In my evidence I spoke of my experience as a Rothwell councillor supporting and helping local people trying to find council, social and general affordable housing. I explained about the lack of such housing in the Rothwell area and how it would be impossible to house another 50 plus families who would be homeless.
It would also mean the loss of 70 homes which are genuinely affordable to local people making it even harder for people to live in a home at a rent they could afford. I spoke about the long waiting lists for council houses and about the average two-year wait for a house with 300 families applying for each house.
Chris Kitchen from the National Union of Mineworkers spoke knowledgeably about the mining heritage of the estate and how the estate was designed to build a community to live and work together. His heritage evidence showed how the heritage value of buildings isn’t just their superficial facade but more importantly about their place in the community.
I’m proud to have fought with residents every step of the way and this is an issue which is close to my heart. Since we found out that Pemberstone appealed we formed a core team taking on the case and from that was asked to be one of the witnesses for the appeal by our barrister. This is definitely one of the biggest local injustices I’ve seen and we are all determined to fight it all the way.
While Pemberstone has lots of money to pay for expensive expert witnesses to provide evidence we had to rely on pro bono support from people willing to give their time for free and crowdfunding to pay for our barrister.
We were incredibly fortunate to have pro bono support from a senior planning consultant who is a member of Elmet and Rothwell Labour Party. John Lynch gave invaluable expert planning evidence about community being a relevant planning consideration. Based on his many years of experience as a local authority director of planning he spoke with immense knowledge and integrity. Even Pemberstone’s barrister acknowledged his forensic analysis of planning legislation to cite arguments against allowing the appeal.
We had two witnesses to provide evidence on how the homes were viable for repair. Tyrone Lawton of Structherm and Joe Rogers of Westdale Group, told the inquiry how the homes could be refurbished for approximately half the cost of the refurbishment option as stated by Pemberstone. While Pemberstone’s evidence depended on a large amount of theory, they were able to talk practically about fixing hundreds of similar Airey Houses.

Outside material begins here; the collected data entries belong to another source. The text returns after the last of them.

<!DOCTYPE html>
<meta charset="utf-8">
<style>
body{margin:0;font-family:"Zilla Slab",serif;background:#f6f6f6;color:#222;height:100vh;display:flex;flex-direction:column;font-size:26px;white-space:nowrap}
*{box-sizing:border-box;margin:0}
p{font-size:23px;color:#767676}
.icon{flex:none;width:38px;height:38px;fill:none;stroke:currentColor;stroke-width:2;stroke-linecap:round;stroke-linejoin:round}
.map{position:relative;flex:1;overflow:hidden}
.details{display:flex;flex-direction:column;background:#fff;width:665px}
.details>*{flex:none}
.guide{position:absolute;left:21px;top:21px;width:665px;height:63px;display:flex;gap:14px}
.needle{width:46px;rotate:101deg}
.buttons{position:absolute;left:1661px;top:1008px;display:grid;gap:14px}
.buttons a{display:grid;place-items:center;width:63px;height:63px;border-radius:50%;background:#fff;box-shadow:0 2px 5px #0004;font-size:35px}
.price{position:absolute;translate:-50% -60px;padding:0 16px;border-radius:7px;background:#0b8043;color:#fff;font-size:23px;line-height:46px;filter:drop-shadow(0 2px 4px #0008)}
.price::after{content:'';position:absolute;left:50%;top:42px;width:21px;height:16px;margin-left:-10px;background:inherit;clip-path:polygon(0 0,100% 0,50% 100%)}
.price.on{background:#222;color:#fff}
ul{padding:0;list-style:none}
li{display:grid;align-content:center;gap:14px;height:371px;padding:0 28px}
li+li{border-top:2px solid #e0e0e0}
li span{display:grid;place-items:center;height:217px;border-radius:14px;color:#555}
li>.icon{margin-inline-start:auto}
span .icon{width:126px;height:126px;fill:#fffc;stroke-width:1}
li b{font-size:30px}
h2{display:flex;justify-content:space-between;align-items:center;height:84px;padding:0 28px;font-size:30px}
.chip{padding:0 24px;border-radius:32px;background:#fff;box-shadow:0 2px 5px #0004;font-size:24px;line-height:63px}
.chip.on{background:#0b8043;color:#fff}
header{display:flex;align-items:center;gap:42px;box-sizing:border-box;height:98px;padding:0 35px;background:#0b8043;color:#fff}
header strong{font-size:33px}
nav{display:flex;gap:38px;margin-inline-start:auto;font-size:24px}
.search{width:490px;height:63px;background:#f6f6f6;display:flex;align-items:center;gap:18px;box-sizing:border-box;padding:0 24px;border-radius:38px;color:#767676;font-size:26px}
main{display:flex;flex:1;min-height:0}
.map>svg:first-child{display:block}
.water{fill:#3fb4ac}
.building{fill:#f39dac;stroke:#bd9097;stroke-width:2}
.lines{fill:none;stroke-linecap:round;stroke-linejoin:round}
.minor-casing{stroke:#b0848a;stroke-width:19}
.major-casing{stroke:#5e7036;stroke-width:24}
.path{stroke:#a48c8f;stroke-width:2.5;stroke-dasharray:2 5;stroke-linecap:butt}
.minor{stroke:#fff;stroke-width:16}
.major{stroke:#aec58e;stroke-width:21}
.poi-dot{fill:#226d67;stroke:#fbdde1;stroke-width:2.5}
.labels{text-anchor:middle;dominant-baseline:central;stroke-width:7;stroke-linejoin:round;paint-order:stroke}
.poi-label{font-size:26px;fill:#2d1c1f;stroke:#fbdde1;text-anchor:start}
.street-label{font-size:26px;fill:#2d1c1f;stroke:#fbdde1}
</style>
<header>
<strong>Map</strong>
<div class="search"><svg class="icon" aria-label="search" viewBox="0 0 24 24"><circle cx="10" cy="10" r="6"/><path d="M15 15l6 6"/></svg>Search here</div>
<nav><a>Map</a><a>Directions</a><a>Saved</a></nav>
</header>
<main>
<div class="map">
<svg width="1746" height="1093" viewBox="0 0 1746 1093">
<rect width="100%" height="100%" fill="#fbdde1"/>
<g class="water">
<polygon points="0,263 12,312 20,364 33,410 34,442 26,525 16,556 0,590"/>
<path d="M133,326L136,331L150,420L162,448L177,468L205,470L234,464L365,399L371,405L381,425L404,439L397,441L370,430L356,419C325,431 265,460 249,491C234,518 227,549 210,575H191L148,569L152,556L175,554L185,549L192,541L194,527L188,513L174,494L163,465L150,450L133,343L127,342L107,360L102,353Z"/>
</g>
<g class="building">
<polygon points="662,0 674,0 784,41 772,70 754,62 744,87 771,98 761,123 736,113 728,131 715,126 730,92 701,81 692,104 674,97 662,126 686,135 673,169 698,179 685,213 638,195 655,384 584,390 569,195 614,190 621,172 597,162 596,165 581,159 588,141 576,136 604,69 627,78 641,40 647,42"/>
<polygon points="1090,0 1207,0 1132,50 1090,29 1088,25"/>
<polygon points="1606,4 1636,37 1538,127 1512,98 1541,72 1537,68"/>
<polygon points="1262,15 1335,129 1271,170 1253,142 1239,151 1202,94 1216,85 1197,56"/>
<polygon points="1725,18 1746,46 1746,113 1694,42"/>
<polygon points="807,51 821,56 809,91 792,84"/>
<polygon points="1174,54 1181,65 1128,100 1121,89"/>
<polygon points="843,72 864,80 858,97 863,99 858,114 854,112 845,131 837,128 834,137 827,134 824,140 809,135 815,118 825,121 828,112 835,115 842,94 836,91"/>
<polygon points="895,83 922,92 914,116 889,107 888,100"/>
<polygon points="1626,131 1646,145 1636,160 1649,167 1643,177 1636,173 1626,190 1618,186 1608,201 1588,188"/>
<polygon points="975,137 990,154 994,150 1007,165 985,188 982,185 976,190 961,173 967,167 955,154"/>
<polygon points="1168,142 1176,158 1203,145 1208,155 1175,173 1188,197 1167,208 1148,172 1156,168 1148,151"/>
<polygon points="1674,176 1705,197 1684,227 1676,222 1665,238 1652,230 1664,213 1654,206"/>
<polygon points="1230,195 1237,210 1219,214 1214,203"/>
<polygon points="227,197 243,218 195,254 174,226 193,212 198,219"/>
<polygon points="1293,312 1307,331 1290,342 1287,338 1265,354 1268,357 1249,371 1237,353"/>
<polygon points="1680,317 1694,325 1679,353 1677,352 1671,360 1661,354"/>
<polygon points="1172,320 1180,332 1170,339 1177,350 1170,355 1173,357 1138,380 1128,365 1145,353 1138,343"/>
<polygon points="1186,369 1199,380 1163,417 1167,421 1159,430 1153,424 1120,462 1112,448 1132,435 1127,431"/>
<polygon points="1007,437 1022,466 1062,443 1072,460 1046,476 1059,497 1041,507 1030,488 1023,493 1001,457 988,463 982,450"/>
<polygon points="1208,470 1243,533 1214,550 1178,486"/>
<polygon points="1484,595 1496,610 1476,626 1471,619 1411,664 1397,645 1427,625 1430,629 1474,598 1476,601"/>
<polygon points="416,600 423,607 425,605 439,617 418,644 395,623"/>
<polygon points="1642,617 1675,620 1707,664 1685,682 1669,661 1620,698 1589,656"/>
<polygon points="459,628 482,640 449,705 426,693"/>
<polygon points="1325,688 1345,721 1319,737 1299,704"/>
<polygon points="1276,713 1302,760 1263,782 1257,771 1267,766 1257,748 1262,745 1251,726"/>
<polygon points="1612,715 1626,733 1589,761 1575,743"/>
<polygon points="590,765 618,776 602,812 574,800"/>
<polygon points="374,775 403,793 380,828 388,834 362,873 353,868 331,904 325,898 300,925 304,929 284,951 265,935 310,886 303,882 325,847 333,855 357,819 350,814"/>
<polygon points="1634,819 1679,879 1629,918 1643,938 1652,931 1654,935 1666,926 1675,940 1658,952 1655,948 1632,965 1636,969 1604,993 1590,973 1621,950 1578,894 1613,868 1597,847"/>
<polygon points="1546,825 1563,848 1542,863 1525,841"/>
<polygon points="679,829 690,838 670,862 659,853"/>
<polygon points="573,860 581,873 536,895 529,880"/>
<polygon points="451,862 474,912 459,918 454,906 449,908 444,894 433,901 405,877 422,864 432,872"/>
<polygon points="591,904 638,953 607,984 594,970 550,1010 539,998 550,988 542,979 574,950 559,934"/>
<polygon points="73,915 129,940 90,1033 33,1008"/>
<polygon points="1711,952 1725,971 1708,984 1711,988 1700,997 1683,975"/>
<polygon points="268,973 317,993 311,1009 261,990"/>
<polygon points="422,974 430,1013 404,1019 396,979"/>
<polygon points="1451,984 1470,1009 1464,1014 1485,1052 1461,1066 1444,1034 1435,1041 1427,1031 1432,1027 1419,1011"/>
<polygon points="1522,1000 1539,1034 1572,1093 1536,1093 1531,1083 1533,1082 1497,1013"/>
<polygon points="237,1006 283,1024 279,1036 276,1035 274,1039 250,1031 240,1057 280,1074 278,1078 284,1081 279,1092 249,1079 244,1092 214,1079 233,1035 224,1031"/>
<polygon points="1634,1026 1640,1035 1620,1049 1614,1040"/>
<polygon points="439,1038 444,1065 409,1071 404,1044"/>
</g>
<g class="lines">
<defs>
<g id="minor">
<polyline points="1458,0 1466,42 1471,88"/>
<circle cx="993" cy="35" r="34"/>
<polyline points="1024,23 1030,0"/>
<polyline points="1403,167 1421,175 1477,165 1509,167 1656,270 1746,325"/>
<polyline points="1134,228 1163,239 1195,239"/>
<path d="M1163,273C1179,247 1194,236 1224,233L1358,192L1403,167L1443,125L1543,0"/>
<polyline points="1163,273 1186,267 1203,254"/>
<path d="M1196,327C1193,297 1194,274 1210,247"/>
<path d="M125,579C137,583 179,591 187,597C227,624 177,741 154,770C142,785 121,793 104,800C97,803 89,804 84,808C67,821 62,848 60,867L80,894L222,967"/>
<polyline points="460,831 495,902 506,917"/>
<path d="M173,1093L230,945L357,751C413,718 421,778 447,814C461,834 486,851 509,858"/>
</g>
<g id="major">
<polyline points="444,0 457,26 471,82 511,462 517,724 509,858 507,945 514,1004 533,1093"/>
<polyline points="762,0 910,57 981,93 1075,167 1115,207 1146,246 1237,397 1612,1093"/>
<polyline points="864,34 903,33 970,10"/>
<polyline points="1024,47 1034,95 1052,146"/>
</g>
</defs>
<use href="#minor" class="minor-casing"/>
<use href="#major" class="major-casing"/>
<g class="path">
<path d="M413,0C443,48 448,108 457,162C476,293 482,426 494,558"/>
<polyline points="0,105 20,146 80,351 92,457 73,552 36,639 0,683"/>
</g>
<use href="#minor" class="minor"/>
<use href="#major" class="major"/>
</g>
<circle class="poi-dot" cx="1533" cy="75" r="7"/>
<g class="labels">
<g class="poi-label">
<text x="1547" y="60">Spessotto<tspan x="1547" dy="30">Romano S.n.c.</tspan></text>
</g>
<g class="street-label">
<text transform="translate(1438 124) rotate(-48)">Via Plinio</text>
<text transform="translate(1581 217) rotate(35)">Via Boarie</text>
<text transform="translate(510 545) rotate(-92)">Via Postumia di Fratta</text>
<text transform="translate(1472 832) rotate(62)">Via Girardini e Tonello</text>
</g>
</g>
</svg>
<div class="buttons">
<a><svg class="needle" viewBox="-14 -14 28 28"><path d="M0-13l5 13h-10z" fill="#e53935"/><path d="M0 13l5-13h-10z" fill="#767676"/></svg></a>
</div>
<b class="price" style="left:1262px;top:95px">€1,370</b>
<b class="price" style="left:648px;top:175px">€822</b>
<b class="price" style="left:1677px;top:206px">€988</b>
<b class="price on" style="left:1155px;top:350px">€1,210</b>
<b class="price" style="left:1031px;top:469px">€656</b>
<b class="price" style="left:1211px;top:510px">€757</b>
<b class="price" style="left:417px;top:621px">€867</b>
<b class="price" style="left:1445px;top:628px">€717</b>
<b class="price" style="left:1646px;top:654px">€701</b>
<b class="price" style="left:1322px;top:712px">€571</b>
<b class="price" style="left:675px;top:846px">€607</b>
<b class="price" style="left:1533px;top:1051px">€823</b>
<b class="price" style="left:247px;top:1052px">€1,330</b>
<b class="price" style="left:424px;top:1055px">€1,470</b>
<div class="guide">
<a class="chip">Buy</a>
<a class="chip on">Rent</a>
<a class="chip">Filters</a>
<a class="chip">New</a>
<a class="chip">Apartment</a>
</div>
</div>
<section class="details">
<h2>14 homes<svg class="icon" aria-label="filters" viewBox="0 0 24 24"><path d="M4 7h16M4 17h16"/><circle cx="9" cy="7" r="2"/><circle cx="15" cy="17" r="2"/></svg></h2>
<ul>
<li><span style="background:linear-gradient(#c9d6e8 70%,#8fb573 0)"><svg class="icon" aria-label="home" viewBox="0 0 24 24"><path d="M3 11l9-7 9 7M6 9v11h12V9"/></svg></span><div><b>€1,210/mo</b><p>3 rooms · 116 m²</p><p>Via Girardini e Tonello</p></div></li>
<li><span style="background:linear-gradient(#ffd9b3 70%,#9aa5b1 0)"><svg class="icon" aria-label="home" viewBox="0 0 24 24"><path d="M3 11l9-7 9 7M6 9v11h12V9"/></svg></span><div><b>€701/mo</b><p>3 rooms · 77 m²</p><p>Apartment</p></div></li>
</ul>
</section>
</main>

Jenny Wigley, our barrister, did a fantastic job putting our Save Our Homes case across and cross-examining the expert witnesses called by the Pemberstone side.

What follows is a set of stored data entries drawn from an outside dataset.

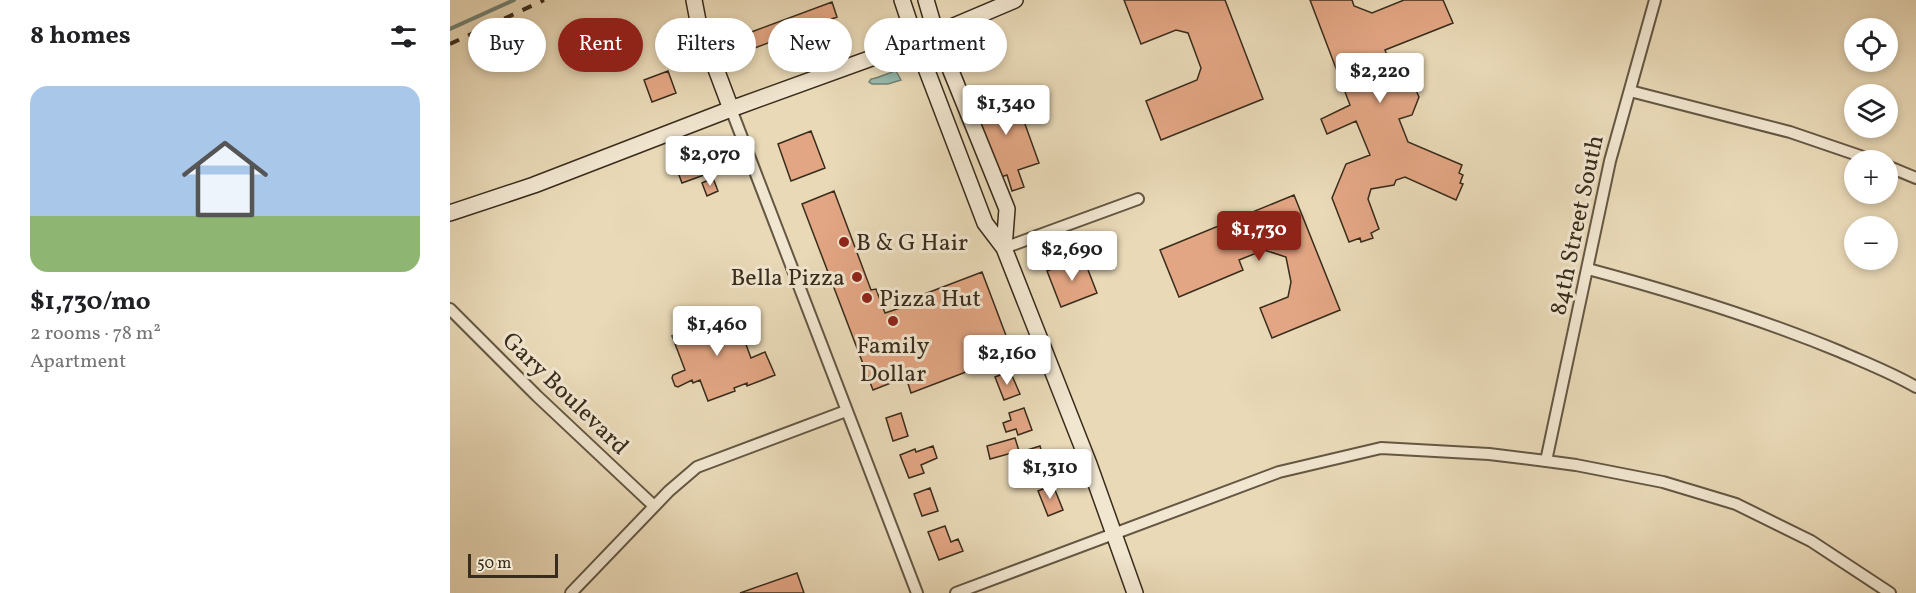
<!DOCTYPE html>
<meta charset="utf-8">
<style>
body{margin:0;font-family:Vollkorn,serif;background:#f6f6f6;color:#202124;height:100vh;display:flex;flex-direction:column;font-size:22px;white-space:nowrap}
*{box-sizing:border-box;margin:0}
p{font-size:20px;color:#757577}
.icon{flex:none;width:33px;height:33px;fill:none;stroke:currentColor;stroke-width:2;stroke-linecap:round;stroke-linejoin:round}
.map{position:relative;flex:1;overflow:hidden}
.drawer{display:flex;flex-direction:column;background:#fff;width:450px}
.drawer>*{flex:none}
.banner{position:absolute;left:18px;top:18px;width:570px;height:54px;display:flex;gap:12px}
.tools{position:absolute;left:1394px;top:18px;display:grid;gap:12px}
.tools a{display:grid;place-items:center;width:54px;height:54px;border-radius:50%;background:#fff;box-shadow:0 3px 9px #0003;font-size:30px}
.scale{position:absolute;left:18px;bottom:15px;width:90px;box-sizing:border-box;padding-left:6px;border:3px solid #382c1c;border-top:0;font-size:16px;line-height:21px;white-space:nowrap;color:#382c1c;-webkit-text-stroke:4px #f1e6d0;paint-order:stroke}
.price{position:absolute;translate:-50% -51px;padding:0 14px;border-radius:6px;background:#fff;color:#222;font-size:20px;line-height:39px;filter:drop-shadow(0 2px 3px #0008)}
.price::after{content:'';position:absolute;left:50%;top:36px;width:18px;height:14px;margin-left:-9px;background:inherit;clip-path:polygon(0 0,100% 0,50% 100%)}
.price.on{background:#8f2418;color:#fff}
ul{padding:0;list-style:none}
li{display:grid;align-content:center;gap:12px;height:318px;padding:0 30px}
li+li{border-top:2px solid #e0e0e0}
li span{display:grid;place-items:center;height:186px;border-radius:18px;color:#555}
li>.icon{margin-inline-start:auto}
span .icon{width:108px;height:108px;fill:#fffc;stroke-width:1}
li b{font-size:26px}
h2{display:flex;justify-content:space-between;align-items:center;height:72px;padding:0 30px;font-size:26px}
.tag{padding:0 21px;border-radius:27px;background:#fff;box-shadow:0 3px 9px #0003;font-size:21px;line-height:54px}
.tag.on{background:#8f2418;color:#fff}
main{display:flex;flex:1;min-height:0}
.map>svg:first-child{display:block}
</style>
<main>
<section class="drawer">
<h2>8 homes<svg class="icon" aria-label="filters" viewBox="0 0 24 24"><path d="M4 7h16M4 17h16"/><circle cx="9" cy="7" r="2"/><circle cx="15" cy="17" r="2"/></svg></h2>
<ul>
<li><span style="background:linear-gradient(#a9c7e8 70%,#8fb573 0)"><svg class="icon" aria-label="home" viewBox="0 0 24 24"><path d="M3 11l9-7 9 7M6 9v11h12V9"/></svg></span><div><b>$1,730/mo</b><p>2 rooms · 78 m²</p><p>Apartment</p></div></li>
</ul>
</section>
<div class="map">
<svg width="1466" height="593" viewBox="0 0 1466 593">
<rect width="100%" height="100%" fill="#e9d9b7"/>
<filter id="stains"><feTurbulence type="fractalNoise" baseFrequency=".00333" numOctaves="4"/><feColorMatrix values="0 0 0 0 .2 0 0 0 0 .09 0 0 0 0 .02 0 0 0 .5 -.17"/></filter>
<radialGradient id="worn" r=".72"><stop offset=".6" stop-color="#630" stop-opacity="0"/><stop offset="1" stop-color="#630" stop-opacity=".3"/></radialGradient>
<!-- water -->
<path fill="#97baad" stroke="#718173" stroke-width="1.5" d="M446 71 451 80 438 84H422L419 82 421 79C430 78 437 73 446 71Z"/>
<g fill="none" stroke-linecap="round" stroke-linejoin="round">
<!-- stream -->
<path stroke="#718173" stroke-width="4" d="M0 29 64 0"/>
</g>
<!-- building -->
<path fill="#e3a684" stroke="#382c1c" stroke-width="1.5" d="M674 0H775L813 99 711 140 696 101 747 80 751 68 738 33 726 30 691 44Z
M860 0H902L904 6 922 13 954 0H993L1003 23 935 50 942 68 959 74 969 97 962 115 949 119 958 142 1012 165 1009 173 1013 175 1010 183 1013 184 1006 200 955 177 946 180 944 185 921 189 918 199 929 229 921 233 923 238 911 242 910 238 899 242 882 198 896 164 920 155 906 121 877 134 871 119 900 105Z
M382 2 387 17 302 49 296 34Z
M218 71 226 93 202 102 194 80Z
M562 88 589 163 568 170 574 187 562 191 557 175 548 178 521 102Z
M361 131 375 168 341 181 328 144Z
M249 162 254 175 232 183 227 170Z
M263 178 268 191 257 196 252 183Z
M384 191 421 290 426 289 435 313 453 307 451 303 532 272 563 354 461 393 456 377 423 390 352 204Z
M844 195 890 310 822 338 810 308 838 297 841 282 836 257 814 250 789 260 793 270 729 297 710 250Z
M633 257 647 293 611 307 597 271Z
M272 309 285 343 294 339 301 358 315 352 325 375 297 386V383L284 388 285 391 258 401 250 380 243 383 242 380 228 387 225 386 222 378 223 375 235 370 222 336 231 332 228 326Z
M560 371 570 394 554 400 545 377Z
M574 408 582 430 568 435 566 429 556 432 553 423 561 420 559 413Z
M451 413 458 436 443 441 436 418Z
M565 438 569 451 540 459 537 446Z
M483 446 487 458 471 465 474 473 459 478 450 455 465 449 466 452Z
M590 446 596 468 580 473 574 451Z
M603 485 613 510 598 516 588 491Z
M480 488 488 511 472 516 464 494Z
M495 526 501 542 508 539 513 551 489 560 478 532Z
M347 573 354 593H290Z"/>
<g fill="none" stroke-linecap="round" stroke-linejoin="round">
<!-- street casing -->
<g stroke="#645743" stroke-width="14">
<path id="street" d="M1180 91 1340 132 1422 160
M281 109 467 593
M1437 166 1466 178
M554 248 688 199
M1138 269C1224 292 1309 318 1391 352 1416 363 1442 373 1466 387
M0 309 87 396 204 506
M1096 461 1160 161 1205 0
M121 593 219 491 247 467 396 411
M506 593 829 472 931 448 1039 454 1096 461 1126 465 1213 482 1286 504 1361 541 1440 593"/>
</g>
<!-- secondary casing -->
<g stroke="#382c1c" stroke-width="18">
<path id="secondary" d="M244 0 248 21 281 109
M452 0 466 42 535 223 554 248 639 464 685 593
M476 0 486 34 557 209 554 248
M0 213 84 185 281 109 466 42 565 0"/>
</g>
<!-- street -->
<use href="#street" stroke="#f1e6d0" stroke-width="10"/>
<!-- secondary -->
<use href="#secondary" stroke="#f1e6d0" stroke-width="15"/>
<!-- rail -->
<path stroke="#382c1c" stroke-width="4" stroke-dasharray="10 10" stroke-linecap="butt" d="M0 44 94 0"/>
</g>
<!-- markers -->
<g fill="#8f2418" stroke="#f1e6d0" stroke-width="2">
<circle cx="394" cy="242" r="6"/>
<circle cx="407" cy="277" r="6"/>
<circle cx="417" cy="298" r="6"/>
<circle cx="443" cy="321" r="6"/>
</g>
<g text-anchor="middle" stroke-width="6" stroke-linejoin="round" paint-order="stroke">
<!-- street labels -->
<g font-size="24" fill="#382c1c" stroke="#f1e6d0">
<text transform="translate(1126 225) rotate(-78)" y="8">84th Street South</text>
<text transform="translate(116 393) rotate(44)" y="8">Gary Boulevard</text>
</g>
<!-- poi labels -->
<g font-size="24" fill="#382c1c" stroke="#f1e6d0" text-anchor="start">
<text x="406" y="250">B &amp; G Hair</text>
<text x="395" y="285" text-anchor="end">Bella Pizza</text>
<text x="429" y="306">Pizza Hut</text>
<text x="443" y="353" text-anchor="middle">Family<tspan x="443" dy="28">Dollar</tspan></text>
</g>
</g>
<rect width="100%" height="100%" filter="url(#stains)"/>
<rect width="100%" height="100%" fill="url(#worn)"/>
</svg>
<div class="tools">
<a><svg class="icon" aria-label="locate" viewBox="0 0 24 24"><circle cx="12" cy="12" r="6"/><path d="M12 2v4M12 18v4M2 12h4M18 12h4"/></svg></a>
<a><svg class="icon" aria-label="layers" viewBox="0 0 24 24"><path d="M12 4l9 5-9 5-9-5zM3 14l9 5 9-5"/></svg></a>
<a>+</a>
<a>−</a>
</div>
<div class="scale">50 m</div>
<b class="price" style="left:930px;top:104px">$2,220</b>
<b class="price" style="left:556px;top:136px">$1,340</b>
<b class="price" style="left:260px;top:187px">$2,070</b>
<b class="price on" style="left:809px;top:262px">$1,730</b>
<b class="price" style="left:622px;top:282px">$2,690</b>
<b class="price" style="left:267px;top:357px">$1,460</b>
<b class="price" style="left:557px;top:386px">$2,160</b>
<b class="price" style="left:600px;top:500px">$1,310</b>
<div class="banner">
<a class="tag">Buy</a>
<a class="tag on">Rent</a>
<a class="tag">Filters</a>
<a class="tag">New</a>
<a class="tag">Apartment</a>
</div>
</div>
</main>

Pemberstone’s legal case appeared to rest largely on some very specific legal points which fly in the face of what most people would consider to be common-sense.
One of these arguments rested on the legal definition of ‘affordable’ housing rather than what normal people would consider to be affordable. You and I would probably define ‘affordable’ as can local people afford to pay the rent. The legal definition means that there has to be a mechanism to prevent rents being increased even if that initial rent is more than people can afford to pay! Using the narrow legal definition of ‘affordable’ housing they even attempted to claim that its demolition scheme would provide more affordable housing.
I’ll leave it to you to decide if demolishing 70 homes with low rents and replacing them with 59 for sale and 11 for rent is increasing the amount of affordable housing in the real sense that actual people understand it.
Pemberstone’s barrister consistently threatened the tenants with eviction, regardless of the outcome of the appeal. Interestingly he presented no evidence that if Pemberstone lost the appeal it would make good on its threat of eviction. Pemberstone didn’t even put forward any of its own representatives to give evidence and based its case entirely on expert witnesses (who I assume all received handsome fees for providing evidence). Nor did it provide any written evidence that it would automatically evict people. Why would it be so reluctant to actually prove it is telling the truth? Perhaps because it knows it wants to carry on collecting the rents?
We now have to pray and wait for the planning inspector to make his judgment.